## [WHAT TO DO]
Ignore the pictures in the data below and set down exactly the lines from its first line through the line containing "const ctx = document.querySelector('canvas').getContext('2d');".

Stored data
= = =

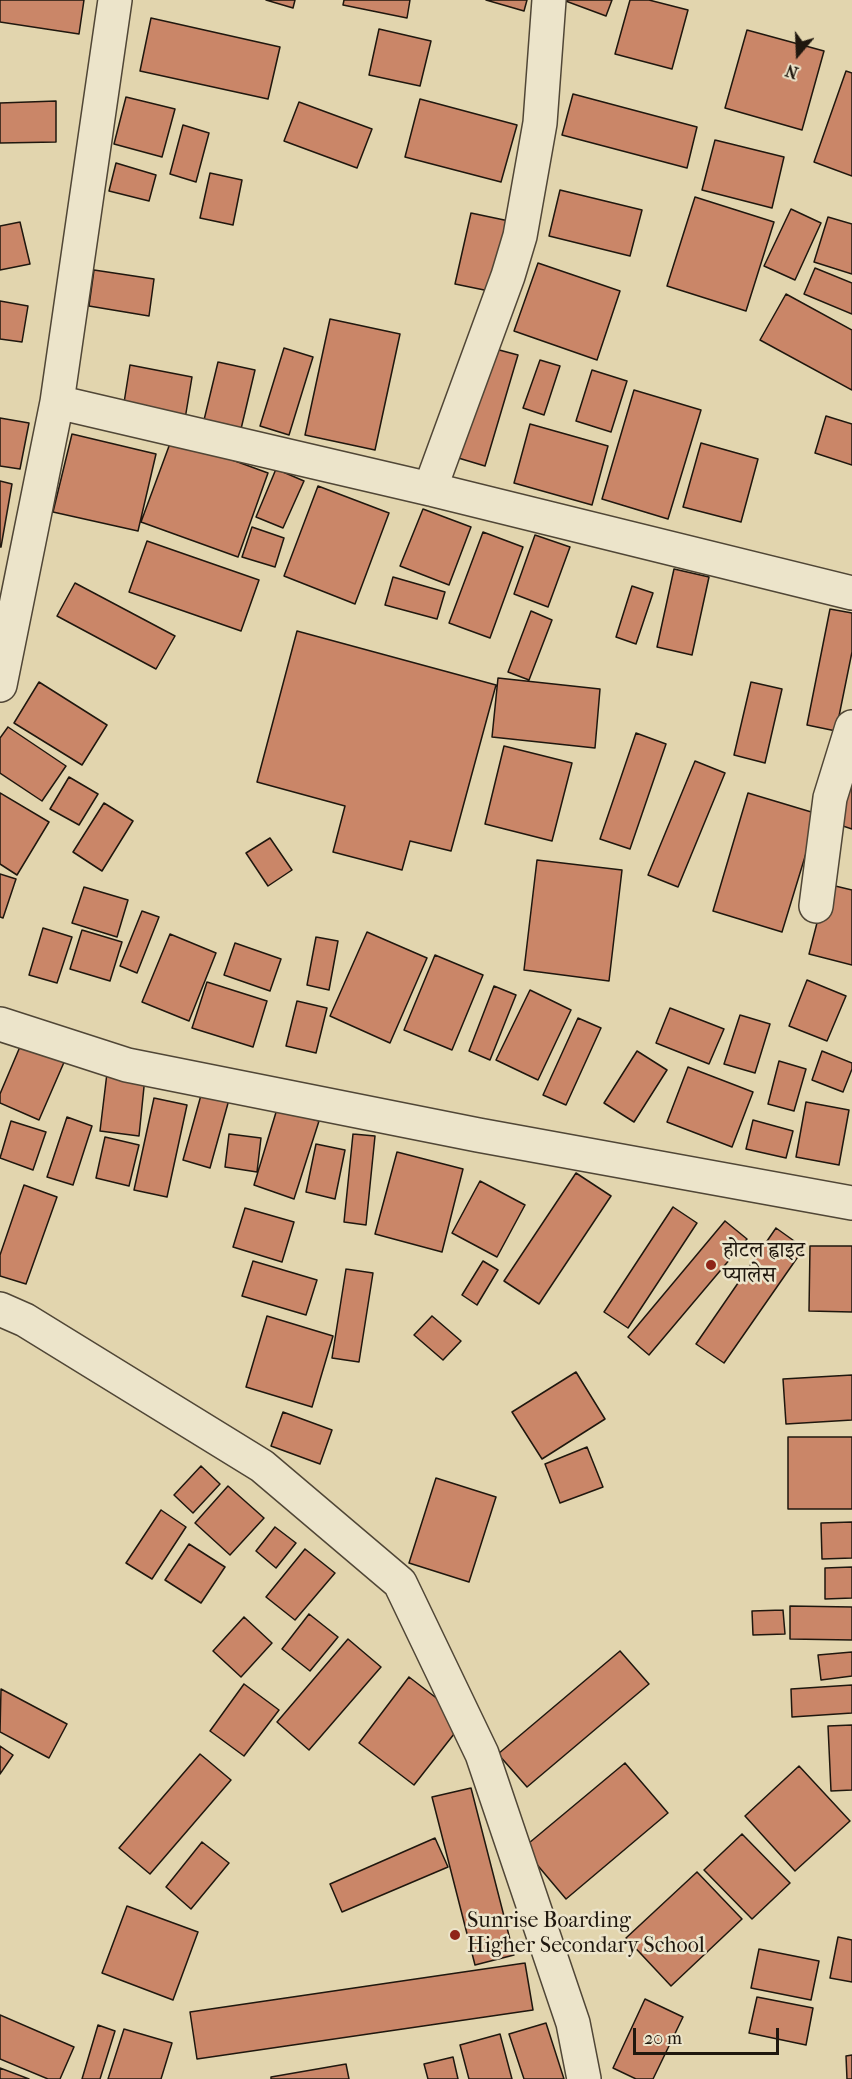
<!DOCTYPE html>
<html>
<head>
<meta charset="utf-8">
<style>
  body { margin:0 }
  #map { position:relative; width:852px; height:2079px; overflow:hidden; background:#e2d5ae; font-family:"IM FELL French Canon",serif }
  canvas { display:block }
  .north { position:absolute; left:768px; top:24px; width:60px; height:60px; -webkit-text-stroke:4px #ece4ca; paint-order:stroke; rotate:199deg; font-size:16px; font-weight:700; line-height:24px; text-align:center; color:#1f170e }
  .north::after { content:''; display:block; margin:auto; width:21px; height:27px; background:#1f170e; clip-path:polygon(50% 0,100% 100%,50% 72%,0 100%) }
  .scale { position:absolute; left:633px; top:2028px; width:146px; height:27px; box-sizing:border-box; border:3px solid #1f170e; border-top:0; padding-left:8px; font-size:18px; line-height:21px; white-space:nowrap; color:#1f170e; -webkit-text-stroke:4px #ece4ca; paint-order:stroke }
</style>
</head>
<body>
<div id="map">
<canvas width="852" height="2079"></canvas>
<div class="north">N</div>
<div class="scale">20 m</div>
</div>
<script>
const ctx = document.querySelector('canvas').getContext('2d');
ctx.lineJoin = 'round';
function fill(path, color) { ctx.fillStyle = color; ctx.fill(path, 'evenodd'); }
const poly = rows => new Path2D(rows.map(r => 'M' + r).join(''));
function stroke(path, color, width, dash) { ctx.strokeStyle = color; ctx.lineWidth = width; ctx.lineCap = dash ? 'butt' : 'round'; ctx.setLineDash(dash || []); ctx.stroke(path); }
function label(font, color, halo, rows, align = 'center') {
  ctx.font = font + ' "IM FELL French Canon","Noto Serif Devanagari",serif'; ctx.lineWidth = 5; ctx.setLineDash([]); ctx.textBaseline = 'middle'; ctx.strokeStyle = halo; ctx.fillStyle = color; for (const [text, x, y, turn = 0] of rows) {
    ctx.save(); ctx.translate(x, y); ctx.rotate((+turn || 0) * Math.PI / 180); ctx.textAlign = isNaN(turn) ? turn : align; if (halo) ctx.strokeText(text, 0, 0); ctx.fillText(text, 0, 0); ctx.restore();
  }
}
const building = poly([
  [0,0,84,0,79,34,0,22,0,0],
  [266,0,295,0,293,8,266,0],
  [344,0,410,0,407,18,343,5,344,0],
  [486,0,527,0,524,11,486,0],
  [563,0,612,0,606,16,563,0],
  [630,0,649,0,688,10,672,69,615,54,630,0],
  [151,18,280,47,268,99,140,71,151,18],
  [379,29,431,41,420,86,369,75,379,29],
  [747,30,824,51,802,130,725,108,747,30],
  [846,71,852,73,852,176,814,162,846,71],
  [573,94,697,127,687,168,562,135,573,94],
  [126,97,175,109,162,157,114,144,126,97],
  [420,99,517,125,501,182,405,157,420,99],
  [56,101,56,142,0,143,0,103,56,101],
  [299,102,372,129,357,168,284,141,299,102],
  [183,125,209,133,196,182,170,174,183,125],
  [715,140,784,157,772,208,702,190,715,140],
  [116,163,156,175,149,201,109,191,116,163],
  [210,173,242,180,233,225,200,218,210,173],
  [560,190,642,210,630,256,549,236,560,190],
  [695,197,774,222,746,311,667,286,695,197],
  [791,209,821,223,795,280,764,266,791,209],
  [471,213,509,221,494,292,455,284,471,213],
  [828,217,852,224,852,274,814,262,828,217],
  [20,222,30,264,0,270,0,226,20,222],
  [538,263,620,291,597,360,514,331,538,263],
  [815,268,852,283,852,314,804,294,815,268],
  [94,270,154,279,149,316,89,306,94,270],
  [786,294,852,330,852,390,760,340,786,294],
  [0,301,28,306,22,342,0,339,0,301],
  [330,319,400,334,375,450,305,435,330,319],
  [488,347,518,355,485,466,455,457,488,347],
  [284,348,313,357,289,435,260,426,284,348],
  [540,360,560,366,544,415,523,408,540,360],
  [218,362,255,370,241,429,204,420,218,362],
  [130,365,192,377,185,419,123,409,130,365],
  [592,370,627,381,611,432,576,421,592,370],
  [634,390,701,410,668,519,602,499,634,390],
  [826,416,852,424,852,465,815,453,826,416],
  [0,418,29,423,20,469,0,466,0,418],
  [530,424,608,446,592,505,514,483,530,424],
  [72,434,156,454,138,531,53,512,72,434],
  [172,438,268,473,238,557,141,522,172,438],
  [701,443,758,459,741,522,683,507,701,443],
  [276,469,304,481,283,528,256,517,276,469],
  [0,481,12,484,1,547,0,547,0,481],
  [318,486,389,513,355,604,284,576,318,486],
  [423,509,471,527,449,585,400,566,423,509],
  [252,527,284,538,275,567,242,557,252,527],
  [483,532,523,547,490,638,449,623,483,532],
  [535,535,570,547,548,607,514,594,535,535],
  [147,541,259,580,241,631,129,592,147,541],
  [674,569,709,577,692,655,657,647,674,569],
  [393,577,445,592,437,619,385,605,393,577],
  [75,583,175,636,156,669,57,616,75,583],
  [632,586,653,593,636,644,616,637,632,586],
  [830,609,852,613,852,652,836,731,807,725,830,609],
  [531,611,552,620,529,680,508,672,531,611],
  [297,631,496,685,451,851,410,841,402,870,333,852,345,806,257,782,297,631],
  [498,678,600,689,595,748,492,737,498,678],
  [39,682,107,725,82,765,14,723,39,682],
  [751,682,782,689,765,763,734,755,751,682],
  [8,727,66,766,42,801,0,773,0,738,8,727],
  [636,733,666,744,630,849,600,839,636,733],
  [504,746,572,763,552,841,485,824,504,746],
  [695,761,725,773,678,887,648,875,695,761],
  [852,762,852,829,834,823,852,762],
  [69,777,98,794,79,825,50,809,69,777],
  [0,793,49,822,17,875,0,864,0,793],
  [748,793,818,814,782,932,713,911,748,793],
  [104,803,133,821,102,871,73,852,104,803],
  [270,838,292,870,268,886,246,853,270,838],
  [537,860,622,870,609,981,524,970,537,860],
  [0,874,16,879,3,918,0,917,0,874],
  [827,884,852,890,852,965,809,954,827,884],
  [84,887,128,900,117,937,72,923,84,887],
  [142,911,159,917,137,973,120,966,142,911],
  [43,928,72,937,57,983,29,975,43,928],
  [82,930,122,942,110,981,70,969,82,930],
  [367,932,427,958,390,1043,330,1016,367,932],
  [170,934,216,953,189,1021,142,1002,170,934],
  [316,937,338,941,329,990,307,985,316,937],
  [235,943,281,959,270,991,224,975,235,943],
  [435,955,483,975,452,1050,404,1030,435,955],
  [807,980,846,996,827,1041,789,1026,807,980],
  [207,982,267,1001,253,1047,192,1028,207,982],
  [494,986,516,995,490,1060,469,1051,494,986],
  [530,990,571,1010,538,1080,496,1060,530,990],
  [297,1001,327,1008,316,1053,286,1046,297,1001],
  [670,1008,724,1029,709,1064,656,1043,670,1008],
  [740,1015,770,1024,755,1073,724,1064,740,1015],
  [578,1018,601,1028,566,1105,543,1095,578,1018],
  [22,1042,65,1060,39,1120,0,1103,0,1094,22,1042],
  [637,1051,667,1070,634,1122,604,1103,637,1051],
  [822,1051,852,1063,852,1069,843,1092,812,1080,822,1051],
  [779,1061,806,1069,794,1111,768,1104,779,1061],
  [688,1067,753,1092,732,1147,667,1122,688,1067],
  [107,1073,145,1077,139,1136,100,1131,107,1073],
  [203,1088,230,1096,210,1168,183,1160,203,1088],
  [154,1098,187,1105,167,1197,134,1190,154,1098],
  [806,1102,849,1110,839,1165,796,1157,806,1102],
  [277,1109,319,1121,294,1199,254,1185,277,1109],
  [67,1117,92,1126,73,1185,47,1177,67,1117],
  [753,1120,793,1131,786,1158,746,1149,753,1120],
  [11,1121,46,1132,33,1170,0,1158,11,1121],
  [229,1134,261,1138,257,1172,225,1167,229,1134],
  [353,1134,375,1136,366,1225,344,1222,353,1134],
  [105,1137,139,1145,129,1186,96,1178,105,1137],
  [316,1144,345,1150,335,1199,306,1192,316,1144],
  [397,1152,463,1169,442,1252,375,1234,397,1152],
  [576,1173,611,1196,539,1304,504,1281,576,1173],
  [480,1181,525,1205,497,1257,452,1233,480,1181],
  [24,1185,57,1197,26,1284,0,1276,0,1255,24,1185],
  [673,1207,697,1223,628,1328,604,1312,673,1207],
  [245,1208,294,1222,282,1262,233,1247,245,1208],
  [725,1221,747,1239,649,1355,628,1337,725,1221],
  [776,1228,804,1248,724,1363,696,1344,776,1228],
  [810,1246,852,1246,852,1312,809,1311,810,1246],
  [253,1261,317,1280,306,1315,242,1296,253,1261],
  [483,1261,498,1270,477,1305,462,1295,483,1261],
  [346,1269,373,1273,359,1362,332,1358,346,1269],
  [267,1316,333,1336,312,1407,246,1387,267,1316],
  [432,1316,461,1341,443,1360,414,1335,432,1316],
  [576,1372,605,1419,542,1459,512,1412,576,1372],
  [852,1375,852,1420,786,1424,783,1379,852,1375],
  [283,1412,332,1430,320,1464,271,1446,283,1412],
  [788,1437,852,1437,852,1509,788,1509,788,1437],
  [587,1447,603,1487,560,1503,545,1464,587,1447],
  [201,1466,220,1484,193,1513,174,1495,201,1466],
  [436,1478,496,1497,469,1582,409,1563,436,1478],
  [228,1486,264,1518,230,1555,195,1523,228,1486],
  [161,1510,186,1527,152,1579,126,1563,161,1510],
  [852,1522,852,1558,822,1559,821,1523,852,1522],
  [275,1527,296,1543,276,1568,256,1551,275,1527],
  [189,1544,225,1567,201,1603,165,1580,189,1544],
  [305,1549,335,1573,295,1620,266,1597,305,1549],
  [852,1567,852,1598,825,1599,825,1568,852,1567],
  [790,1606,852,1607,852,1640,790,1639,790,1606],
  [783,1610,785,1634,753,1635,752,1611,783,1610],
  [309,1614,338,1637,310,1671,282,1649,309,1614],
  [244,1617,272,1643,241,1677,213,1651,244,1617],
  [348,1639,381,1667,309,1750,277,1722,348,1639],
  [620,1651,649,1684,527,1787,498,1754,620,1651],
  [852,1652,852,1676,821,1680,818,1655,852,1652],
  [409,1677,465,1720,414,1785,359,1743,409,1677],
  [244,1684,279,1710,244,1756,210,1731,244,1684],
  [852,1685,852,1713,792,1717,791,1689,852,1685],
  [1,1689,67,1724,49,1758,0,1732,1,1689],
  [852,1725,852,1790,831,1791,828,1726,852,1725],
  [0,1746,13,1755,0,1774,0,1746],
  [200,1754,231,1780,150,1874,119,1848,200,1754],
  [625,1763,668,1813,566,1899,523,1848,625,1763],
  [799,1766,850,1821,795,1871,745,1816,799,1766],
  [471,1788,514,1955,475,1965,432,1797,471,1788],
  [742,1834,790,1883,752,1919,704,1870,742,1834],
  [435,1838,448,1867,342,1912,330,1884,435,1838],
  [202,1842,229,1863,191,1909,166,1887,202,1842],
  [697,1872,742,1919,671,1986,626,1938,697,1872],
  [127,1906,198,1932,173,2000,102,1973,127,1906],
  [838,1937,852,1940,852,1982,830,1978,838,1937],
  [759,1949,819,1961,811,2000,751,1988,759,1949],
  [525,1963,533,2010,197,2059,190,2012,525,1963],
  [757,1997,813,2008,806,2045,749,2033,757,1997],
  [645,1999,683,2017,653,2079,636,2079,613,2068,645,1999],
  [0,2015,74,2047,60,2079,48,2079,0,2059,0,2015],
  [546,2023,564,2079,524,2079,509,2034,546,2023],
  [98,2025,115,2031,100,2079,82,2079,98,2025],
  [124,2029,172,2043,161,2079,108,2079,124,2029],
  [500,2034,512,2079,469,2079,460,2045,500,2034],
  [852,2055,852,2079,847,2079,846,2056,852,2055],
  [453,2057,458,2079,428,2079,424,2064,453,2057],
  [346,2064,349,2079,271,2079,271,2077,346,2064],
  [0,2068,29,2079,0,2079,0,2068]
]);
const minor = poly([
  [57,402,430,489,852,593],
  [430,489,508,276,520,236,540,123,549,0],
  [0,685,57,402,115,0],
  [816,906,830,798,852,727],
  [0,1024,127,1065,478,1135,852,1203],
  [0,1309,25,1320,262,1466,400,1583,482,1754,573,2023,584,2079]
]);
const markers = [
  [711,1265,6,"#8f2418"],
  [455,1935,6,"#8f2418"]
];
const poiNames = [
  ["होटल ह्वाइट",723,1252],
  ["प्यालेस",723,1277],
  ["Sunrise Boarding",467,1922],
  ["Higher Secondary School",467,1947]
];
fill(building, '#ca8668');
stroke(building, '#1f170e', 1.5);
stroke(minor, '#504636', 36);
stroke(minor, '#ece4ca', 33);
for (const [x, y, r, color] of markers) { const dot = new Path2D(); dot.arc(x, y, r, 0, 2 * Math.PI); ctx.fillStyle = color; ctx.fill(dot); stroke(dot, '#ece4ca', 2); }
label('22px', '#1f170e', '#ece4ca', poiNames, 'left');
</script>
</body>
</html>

= = =

## [OUTPUT OF THE TASK]
<!DOCTYPE html>
<html>
<head>
<meta charset="utf-8">
<style>
  body { margin:0 }
  #map { position:relative; width:852px; height:2079px; overflow:hidden; background:#e2d5ae; font-family:"IM FELL French Canon",serif }
  canvas { display:block }
  .north { position:absolute; left:768px; top:24px; width:60px; height:60px; -webkit-text-stroke:4px #ece4ca; paint-order:stroke; rotate:199deg; font-size:16px; font-weight:700; line-height:24px; text-align:center; color:#1f170e }
  .north::after { content:''; display:block; margin:auto; width:21px; height:27px; background:#1f170e; clip-path:polygon(50% 0,100% 100%,50% 72%,0 100%) }
  .scale { position:absolute; left:633px; top:2028px; width:146px; height:27px; box-sizing:border-box; border:3px solid #1f170e; border-top:0; padding-left:8px; font-size:18px; line-height:21px; white-space:nowrap; color:#1f170e; -webkit-text-stroke:4px #ece4ca; paint-order:stroke }
</style>
</head>
<body>
<div id="map">
<canvas width="852" height="2079"></canvas>
<div class="north">N</div>
<div class="scale">20 m</div>
</div>
<script>
const ctx = document.querySelector('canvas').getContext('2d');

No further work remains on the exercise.